Stored items
----------

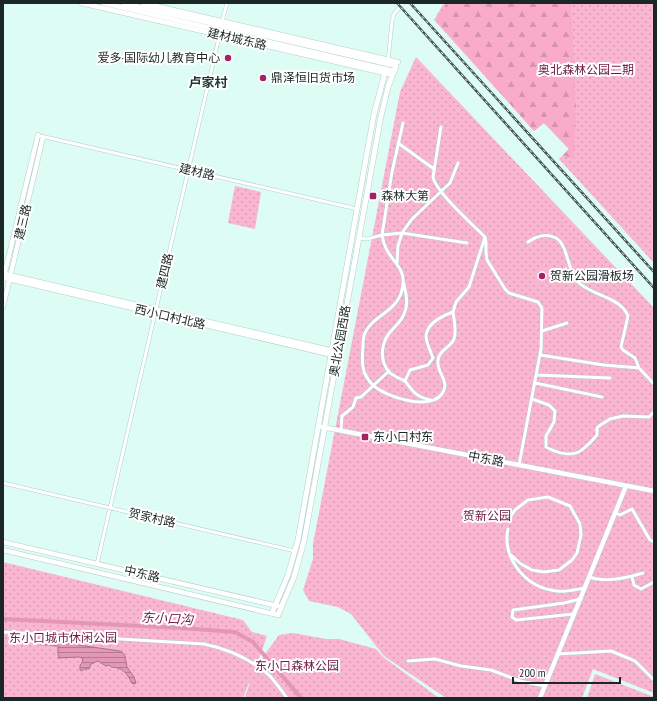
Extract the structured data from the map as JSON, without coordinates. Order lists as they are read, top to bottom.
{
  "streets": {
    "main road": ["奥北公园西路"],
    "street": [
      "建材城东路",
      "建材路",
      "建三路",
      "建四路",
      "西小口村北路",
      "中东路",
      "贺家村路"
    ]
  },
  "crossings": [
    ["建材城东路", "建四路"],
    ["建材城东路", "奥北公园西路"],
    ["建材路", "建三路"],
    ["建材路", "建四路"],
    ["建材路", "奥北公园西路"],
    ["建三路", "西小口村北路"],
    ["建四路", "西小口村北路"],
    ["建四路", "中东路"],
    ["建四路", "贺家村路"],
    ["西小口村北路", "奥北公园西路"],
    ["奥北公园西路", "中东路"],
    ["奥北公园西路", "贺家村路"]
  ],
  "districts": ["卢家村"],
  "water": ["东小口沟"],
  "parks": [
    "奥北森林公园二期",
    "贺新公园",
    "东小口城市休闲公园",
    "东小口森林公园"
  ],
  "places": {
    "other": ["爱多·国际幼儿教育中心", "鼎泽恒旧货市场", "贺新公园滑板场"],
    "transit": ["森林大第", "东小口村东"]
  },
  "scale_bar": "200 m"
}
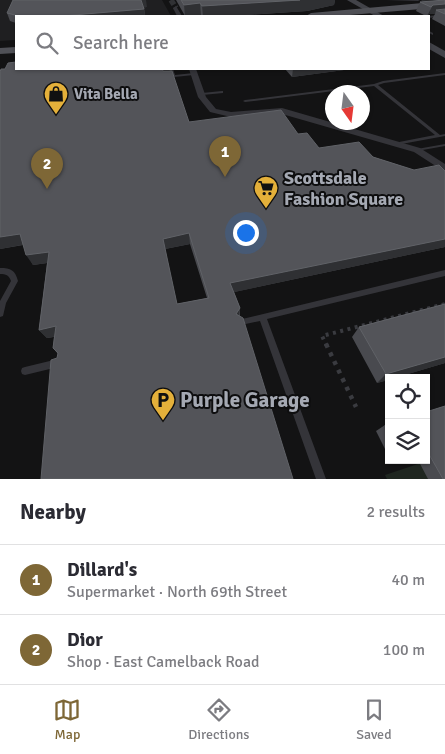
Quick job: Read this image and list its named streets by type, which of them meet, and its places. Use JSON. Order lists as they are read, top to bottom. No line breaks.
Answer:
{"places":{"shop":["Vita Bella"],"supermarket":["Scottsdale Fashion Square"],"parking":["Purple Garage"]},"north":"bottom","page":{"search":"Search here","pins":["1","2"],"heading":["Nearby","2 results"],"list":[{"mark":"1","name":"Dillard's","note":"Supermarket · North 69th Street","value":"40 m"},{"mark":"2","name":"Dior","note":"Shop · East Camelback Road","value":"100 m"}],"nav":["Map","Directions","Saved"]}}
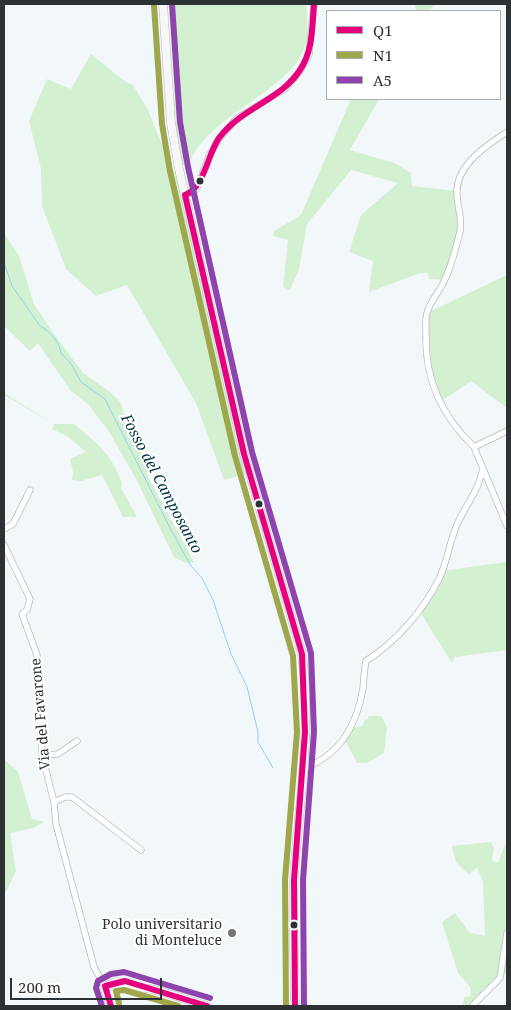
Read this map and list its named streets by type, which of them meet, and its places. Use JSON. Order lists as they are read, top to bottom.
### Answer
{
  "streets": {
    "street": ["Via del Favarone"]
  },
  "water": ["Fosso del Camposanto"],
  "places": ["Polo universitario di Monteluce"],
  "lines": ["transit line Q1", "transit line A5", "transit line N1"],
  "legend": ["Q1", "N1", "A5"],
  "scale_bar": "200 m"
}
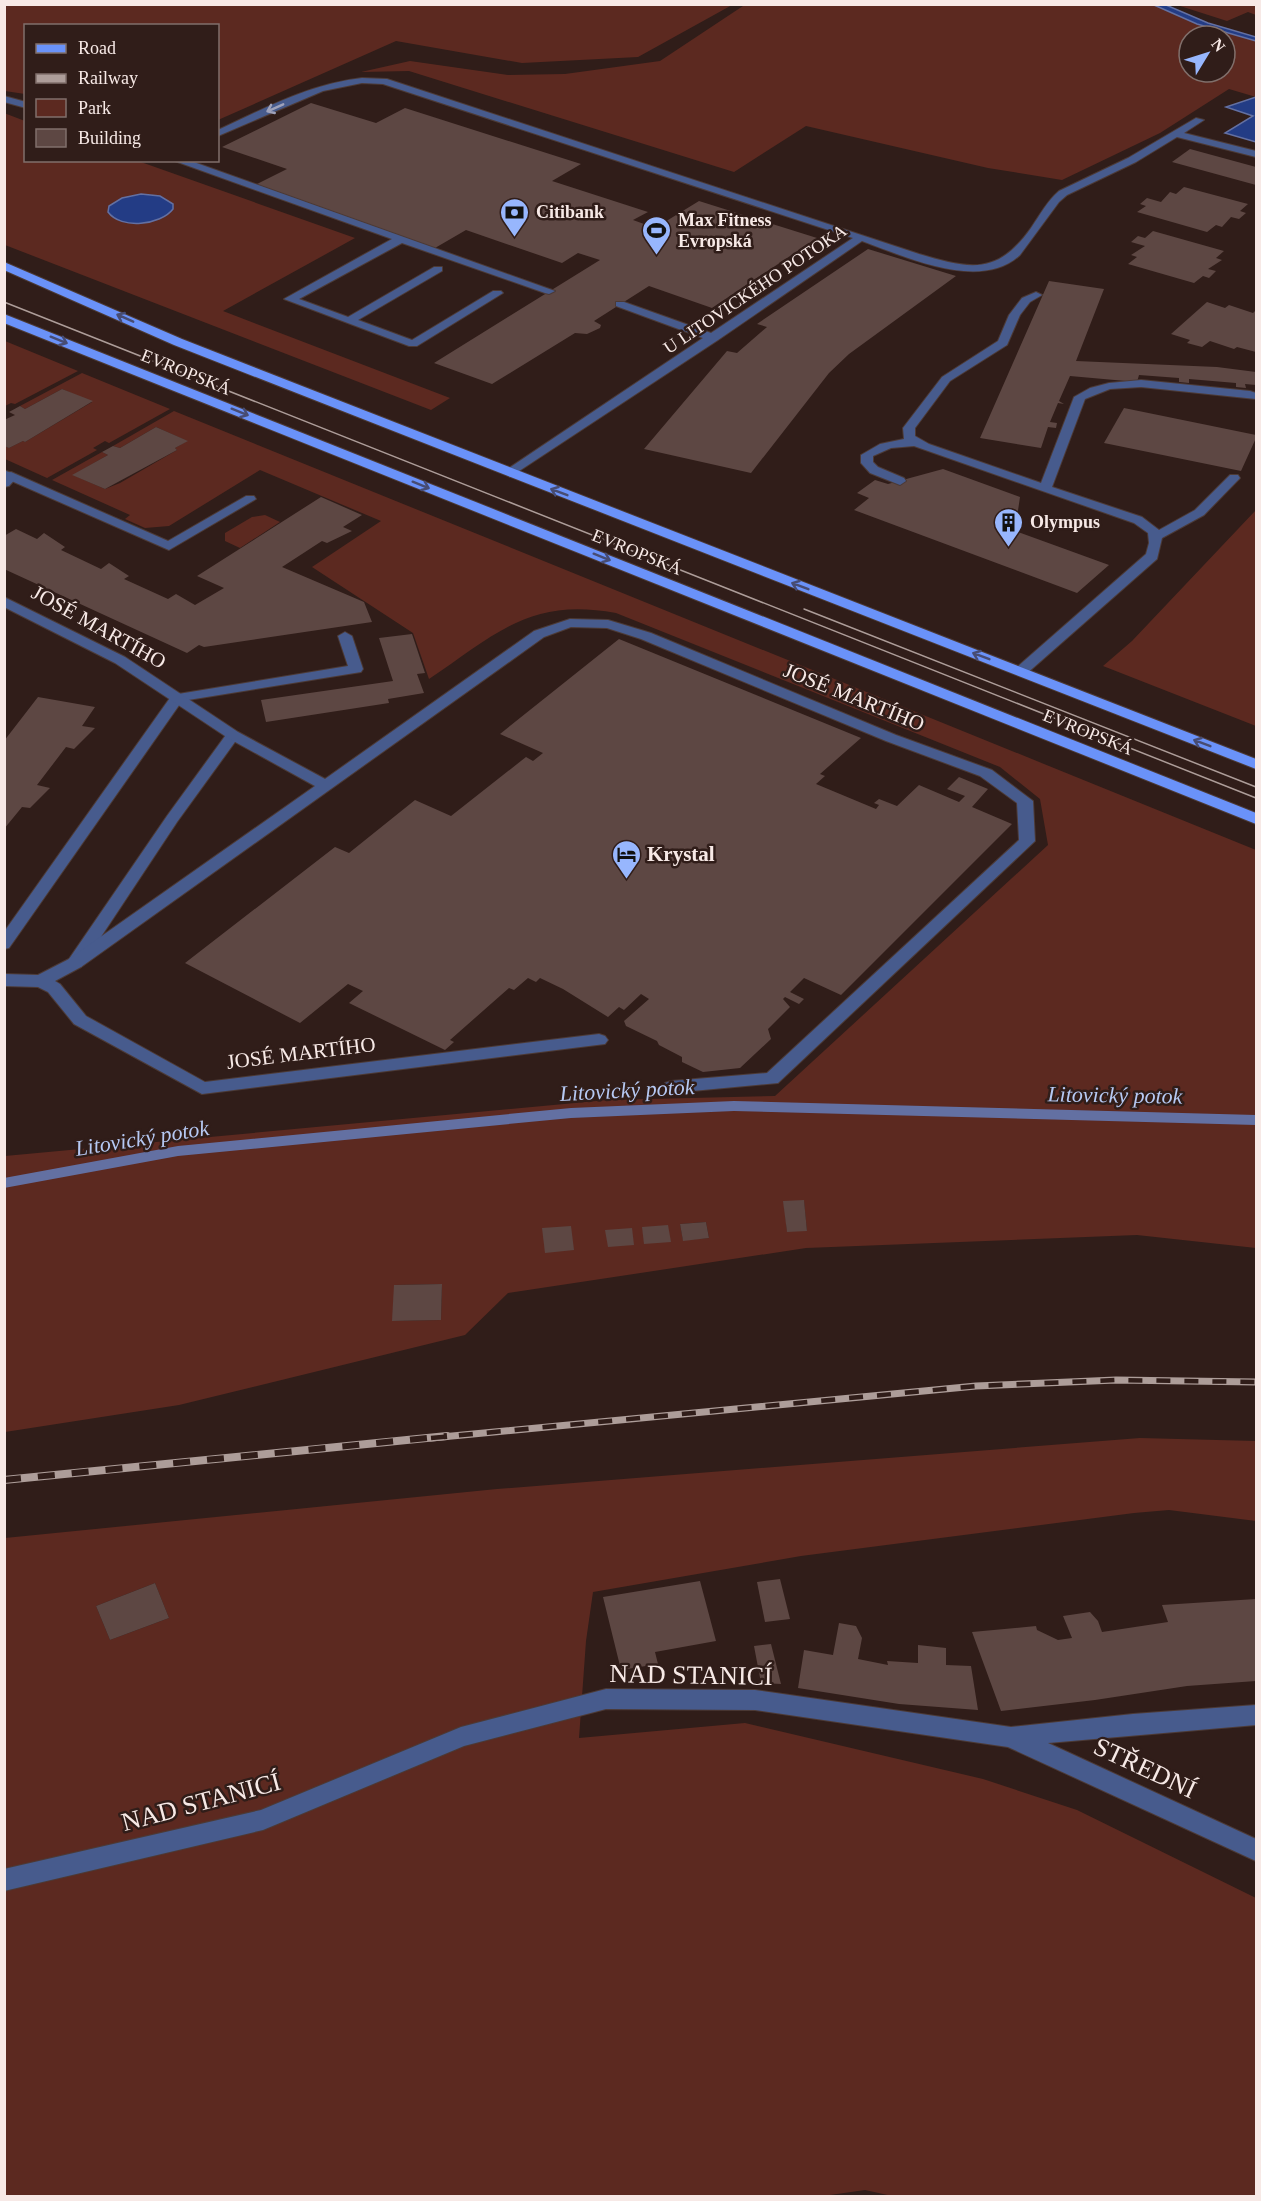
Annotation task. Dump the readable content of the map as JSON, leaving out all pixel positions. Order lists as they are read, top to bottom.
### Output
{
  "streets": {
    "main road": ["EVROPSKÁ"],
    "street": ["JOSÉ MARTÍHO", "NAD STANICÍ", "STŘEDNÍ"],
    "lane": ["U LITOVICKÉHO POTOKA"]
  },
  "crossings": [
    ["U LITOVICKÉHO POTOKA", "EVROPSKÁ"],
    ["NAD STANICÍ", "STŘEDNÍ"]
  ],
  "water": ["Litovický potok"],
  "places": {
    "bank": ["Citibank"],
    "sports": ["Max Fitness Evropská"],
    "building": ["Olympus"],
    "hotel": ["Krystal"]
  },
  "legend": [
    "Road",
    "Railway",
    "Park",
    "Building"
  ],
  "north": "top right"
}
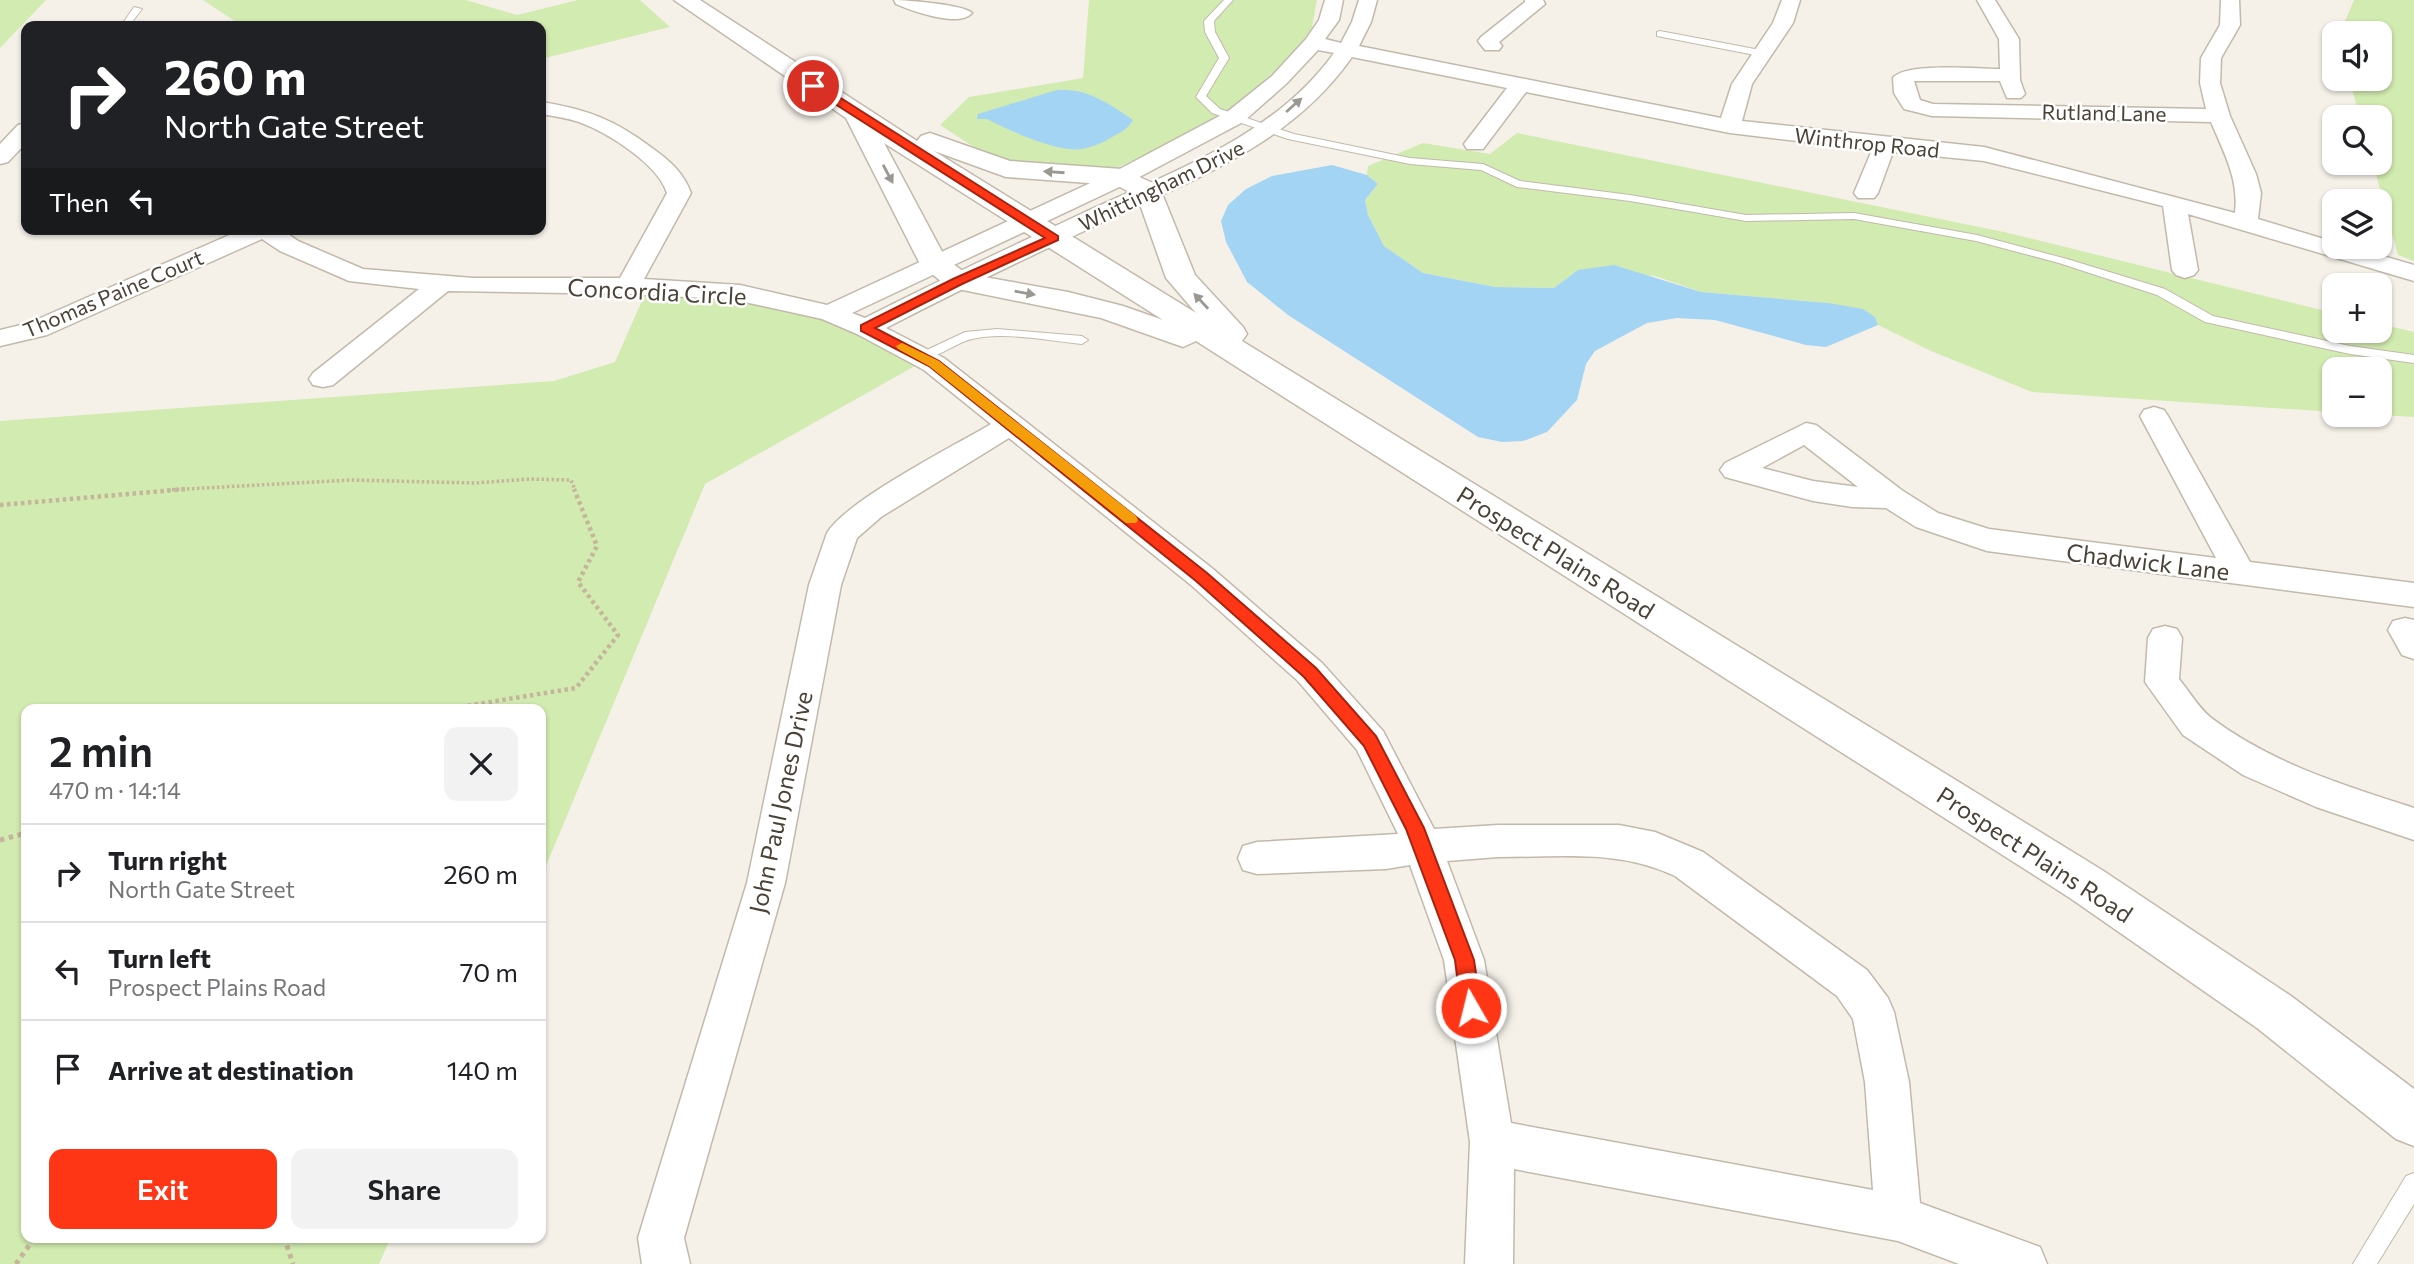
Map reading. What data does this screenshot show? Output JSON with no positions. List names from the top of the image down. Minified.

----------

Assignment →
Copy out all the data above exactly as written. Skip the pictures.

Result of the task →
Extract the structured data from the map as JSON, without coordinates. Order lists as they are read, top to bottom.
{
  "streets": {
    "main road": ["奥北公园西路"],
    "street": [
      "建材城东路",
      "建材路",
      "建三路",
      "建四路",
      "西小口村北路",
      "中东路",
      "贺家村路"
    ]
  },
  "crossings": [
    ["建材城东路", "建四路"],
    ["建材城东路", "奥北公园西路"],
    ["建材路", "建三路"],
    ["建材路", "建四路"],
    ["建材路", "奥北公园西路"],
    ["建三路", "西小口村北路"],
    ["建四路", "西小口村北路"],
    ["建四路", "中东路"],
    ["建四路", "贺家村路"],
    ["西小口村北路", "奥北公园西路"],
    ["奥北公园西路", "中东路"],
    ["奥北公园西路", "贺家村路"]
  ],
  "districts": ["卢家村"],
  "water": ["东小口沟"],
  "parks": [
    "奥北森林公园二期",
    "贺新公园",
    "东小口城市休闲公园",
    "东小口森林公园"
  ],
  "places": {
    "other": ["爱多·国际幼儿教育中心", "鼎泽恒旧货市场", "贺新公园滑板场"],
    "transit": ["森林大第", "东小口村东"]
  },
  "scale_bar": "200 m"
}
Quick job: Read this image and list its named streets by type, which of them meet, and its places. Use JSON. Order lists as they are read, top to bottom. No line breaks.
Answer:
{"places":{"shop":["Vita Bella"],"supermarket":["Scottsdale Fashion Square"],"parking":["Purple Garage"]},"north":"bottom","page":{"search":"Search here","pins":["1","2"],"heading":["Nearby","2 results"],"list":[{"mark":"1","name":"Dillard's","note":"Supermarket · North 69th Street","value":"40 m"},{"mark":"2","name":"Dior","note":"Shop · East Camelback Road","value":"100 m"}],"nav":["Map","Directions","Saved"]}}
Read this map and list its named streets by type, which of them meet, and its places. Use JSON. Order lists as they are read, top to bottom.
### Answer
{
  "streets": {
    "street": ["Via del Favarone"]
  },
  "water": ["Fosso del Camposanto"],
  "places": ["Polo universitario di Monteluce"],
  "lines": ["transit line Q1", "transit line A5", "transit line N1"],
  "legend": ["Q1", "N1", "A5"],
  "scale_bar": "200 m"
}
Annotation task. Dump the readable content of the map as JSON, leaving out all pixel positions. Order lists as they are read, top to bottom.
### Output
{
  "streets": {
    "main road": ["EVROPSKÁ"],
    "street": ["JOSÉ MARTÍHO", "NAD STANICÍ", "STŘEDNÍ"],
    "lane": ["U LITOVICKÉHO POTOKA"]
  },
  "crossings": [
    ["U LITOVICKÉHO POTOKA", "EVROPSKÁ"],
    ["NAD STANICÍ", "STŘEDNÍ"]
  ],
  "water": ["Litovický potok"],
  "places": {
    "bank": ["Citibank"],
    "sports": ["Max Fitness Evropská"],
    "building": ["Olympus"],
    "hotel": ["Krystal"]
  },
  "legend": [
    "Road",
    "Railway",
    "Park",
    "Building"
  ],
  "north": "top right"
}
Map reading. What data does this screenshot show? Output JSON with no positions. List names from the top of the image down. Minified.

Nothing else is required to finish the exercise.